Excerpts from a dataset
- - - - -
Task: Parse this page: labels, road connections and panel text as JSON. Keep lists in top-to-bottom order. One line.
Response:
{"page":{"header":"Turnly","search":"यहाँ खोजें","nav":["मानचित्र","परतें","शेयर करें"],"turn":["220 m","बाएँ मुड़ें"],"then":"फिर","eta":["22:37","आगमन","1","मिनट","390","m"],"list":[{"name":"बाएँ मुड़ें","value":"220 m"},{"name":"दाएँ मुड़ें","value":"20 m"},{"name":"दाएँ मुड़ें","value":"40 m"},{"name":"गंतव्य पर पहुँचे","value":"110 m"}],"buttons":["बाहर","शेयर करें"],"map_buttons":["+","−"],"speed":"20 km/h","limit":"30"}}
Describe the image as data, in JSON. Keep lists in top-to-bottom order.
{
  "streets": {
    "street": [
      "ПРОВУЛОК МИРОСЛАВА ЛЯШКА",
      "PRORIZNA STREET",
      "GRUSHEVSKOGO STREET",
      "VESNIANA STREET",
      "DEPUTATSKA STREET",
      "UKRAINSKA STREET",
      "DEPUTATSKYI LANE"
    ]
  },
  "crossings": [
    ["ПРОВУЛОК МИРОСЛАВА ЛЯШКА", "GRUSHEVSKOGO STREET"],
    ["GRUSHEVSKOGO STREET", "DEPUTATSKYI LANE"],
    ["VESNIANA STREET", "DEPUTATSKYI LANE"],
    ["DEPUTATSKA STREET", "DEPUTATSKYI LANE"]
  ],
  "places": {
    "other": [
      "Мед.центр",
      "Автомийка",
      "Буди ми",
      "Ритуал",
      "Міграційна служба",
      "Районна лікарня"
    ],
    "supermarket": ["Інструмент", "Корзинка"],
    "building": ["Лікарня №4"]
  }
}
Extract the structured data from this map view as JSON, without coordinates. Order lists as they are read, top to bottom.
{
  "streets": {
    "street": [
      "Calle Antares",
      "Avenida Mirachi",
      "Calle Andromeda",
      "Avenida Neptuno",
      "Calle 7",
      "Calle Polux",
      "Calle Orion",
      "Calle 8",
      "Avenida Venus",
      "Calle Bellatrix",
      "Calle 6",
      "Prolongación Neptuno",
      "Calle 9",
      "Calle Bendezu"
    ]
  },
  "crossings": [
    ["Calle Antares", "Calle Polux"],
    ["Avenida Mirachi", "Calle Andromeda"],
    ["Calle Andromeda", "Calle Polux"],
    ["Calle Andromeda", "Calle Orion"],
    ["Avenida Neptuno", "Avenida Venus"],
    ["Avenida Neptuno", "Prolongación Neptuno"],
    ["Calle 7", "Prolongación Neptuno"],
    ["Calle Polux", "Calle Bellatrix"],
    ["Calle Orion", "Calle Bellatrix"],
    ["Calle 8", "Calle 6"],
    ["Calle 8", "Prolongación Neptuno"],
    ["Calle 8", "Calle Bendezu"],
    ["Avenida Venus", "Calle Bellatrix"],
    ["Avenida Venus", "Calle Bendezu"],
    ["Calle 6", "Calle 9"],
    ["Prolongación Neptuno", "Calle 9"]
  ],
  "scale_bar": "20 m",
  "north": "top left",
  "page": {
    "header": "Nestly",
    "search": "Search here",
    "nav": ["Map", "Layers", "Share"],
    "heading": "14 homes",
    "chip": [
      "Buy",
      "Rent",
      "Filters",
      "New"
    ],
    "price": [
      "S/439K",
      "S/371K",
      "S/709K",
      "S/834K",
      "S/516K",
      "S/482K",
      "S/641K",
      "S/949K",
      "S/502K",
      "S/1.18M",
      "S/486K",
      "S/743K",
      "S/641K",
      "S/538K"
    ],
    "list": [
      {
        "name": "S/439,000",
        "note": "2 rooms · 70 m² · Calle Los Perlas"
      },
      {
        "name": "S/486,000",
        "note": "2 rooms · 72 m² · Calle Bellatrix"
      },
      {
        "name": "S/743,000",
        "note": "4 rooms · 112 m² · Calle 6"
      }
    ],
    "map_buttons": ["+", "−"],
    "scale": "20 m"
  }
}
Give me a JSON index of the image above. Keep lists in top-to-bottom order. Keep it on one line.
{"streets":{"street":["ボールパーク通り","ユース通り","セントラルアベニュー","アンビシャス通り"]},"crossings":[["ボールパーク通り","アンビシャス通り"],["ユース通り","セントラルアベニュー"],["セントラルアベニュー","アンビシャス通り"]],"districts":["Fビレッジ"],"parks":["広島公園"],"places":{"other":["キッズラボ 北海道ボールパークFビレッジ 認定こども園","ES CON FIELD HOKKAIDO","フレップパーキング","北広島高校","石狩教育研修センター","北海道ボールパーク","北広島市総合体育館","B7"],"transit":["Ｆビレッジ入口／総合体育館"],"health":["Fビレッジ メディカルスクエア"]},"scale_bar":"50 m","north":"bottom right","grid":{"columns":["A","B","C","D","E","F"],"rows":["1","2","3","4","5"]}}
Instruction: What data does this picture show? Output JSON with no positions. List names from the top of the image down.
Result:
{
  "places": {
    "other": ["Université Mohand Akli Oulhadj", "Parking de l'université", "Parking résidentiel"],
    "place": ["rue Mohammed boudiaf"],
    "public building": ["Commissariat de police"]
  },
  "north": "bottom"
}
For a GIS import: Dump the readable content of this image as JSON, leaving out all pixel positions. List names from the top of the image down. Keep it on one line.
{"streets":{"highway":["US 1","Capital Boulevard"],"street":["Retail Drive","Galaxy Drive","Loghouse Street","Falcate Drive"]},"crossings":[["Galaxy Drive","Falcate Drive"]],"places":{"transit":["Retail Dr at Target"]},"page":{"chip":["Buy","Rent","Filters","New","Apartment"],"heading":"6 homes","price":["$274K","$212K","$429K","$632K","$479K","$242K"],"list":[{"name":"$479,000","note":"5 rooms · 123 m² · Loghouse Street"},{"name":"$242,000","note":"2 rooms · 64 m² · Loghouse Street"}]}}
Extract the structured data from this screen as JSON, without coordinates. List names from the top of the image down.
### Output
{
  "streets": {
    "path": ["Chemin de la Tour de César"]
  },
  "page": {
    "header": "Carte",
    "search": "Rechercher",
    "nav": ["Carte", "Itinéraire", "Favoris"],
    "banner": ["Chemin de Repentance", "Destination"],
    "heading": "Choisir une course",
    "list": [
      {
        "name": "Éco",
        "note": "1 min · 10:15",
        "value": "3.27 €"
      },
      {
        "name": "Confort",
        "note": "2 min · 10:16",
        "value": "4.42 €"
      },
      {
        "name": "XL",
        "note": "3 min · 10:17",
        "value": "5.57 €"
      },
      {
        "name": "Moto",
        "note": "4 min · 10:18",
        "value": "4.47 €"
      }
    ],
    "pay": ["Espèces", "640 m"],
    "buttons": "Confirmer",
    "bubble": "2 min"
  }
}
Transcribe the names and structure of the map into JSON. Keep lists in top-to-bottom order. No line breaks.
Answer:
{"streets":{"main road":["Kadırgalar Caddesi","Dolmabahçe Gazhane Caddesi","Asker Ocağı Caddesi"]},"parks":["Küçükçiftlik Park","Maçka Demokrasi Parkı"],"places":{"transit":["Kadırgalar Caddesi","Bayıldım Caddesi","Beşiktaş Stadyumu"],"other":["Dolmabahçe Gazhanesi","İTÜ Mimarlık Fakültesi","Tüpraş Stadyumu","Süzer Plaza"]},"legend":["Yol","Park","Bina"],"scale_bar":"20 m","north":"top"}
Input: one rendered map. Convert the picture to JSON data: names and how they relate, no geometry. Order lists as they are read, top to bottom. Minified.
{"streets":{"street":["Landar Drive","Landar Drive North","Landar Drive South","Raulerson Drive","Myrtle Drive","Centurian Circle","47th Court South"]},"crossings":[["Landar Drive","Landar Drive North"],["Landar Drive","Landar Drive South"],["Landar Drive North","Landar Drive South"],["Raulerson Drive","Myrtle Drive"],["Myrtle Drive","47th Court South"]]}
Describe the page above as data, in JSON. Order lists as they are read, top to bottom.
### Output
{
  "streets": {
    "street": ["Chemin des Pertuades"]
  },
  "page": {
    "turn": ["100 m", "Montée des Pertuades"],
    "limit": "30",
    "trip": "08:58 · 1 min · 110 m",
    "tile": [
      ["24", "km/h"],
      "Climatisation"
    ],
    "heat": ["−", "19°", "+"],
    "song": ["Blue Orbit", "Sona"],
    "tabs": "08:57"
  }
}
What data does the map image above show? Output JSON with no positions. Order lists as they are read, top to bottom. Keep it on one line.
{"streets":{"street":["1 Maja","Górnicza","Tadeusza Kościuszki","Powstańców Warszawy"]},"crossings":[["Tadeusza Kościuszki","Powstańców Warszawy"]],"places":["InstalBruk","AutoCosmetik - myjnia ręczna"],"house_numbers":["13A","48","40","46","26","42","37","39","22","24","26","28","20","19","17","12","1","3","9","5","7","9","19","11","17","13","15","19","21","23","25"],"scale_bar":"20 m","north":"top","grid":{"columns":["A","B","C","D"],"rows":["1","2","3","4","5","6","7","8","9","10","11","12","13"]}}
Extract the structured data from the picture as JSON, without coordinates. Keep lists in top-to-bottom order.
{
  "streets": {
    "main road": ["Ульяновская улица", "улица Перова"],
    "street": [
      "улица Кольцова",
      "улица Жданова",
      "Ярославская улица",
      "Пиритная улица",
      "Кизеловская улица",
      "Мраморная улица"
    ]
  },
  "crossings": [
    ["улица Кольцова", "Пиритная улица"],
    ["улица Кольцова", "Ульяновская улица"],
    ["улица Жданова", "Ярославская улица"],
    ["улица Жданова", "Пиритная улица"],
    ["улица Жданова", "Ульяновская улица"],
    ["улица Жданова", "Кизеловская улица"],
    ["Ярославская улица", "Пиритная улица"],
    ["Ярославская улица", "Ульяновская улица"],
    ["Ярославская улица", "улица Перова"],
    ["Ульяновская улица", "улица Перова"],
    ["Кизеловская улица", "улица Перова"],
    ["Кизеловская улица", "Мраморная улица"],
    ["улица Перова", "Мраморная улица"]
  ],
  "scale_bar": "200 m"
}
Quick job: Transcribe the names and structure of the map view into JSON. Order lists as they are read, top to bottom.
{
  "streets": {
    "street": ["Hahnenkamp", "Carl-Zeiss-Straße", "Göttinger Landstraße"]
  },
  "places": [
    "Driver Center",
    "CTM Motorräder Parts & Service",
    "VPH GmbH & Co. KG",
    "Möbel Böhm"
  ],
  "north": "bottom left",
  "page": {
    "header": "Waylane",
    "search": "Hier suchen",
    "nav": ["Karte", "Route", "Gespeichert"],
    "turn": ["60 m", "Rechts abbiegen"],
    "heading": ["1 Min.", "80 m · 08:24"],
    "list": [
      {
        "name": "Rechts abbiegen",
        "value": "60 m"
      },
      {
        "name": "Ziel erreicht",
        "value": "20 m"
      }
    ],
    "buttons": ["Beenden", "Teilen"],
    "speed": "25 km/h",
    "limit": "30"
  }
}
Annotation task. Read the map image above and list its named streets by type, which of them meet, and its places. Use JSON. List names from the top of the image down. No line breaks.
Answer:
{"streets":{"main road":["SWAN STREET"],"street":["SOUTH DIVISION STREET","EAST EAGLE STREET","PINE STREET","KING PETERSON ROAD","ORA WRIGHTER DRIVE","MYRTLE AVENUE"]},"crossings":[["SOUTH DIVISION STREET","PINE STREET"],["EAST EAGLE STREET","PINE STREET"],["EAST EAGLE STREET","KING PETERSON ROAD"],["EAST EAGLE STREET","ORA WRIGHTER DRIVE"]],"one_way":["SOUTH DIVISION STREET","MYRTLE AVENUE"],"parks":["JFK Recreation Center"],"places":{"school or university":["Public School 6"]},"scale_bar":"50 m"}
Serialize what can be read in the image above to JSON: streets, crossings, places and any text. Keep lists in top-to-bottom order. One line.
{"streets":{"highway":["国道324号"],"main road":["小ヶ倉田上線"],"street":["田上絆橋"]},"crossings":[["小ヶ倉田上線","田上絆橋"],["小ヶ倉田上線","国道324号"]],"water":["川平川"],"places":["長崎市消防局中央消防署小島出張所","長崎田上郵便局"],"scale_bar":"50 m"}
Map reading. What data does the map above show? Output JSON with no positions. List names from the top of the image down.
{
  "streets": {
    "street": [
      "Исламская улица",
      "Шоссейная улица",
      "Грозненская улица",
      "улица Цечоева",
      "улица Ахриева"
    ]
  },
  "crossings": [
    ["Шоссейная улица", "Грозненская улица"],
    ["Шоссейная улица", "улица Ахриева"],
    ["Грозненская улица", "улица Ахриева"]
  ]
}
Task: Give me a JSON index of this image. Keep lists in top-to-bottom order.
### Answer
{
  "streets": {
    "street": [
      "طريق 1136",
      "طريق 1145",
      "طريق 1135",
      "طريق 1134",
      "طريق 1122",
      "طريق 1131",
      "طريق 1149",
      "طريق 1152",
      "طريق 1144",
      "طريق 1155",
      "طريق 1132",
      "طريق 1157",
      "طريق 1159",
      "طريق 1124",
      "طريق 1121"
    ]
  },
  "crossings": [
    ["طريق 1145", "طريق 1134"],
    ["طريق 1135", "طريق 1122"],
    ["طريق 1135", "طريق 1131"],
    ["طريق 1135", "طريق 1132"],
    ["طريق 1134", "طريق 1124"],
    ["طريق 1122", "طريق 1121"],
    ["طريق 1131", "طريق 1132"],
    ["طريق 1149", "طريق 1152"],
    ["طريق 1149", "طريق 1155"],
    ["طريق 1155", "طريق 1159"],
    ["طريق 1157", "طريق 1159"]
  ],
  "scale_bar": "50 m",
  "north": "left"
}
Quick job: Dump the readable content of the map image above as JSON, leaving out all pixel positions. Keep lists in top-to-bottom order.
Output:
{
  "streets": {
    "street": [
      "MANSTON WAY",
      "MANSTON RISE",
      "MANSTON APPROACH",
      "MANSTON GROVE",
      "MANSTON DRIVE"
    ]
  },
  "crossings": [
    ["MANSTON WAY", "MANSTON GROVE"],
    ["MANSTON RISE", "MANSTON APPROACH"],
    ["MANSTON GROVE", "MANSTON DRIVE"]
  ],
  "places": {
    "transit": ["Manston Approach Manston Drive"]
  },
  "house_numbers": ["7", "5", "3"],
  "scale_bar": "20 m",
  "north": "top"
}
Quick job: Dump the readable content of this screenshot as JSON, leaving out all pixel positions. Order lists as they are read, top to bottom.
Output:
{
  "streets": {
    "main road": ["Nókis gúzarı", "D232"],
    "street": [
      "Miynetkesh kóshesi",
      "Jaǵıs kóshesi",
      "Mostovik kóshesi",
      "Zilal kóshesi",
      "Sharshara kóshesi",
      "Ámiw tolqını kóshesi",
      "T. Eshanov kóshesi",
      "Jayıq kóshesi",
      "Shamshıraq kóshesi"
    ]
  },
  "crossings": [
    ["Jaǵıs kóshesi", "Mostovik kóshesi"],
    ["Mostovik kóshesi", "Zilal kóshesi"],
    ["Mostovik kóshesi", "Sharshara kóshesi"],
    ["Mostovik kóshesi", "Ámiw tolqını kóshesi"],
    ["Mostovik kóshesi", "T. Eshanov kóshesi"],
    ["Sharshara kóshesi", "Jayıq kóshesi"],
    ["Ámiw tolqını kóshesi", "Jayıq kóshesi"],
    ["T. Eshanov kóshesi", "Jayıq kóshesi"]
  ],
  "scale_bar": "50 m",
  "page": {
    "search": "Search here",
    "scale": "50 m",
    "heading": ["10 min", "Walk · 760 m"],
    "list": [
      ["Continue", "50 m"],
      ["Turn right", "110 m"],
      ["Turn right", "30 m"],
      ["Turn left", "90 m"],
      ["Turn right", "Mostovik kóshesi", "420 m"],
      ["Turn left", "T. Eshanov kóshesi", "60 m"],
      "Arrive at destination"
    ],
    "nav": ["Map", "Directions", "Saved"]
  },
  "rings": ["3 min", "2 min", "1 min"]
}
- - - - -
Work out how many lines in the data above contain the word "breaks" and respond with that number only.

ANSWER
2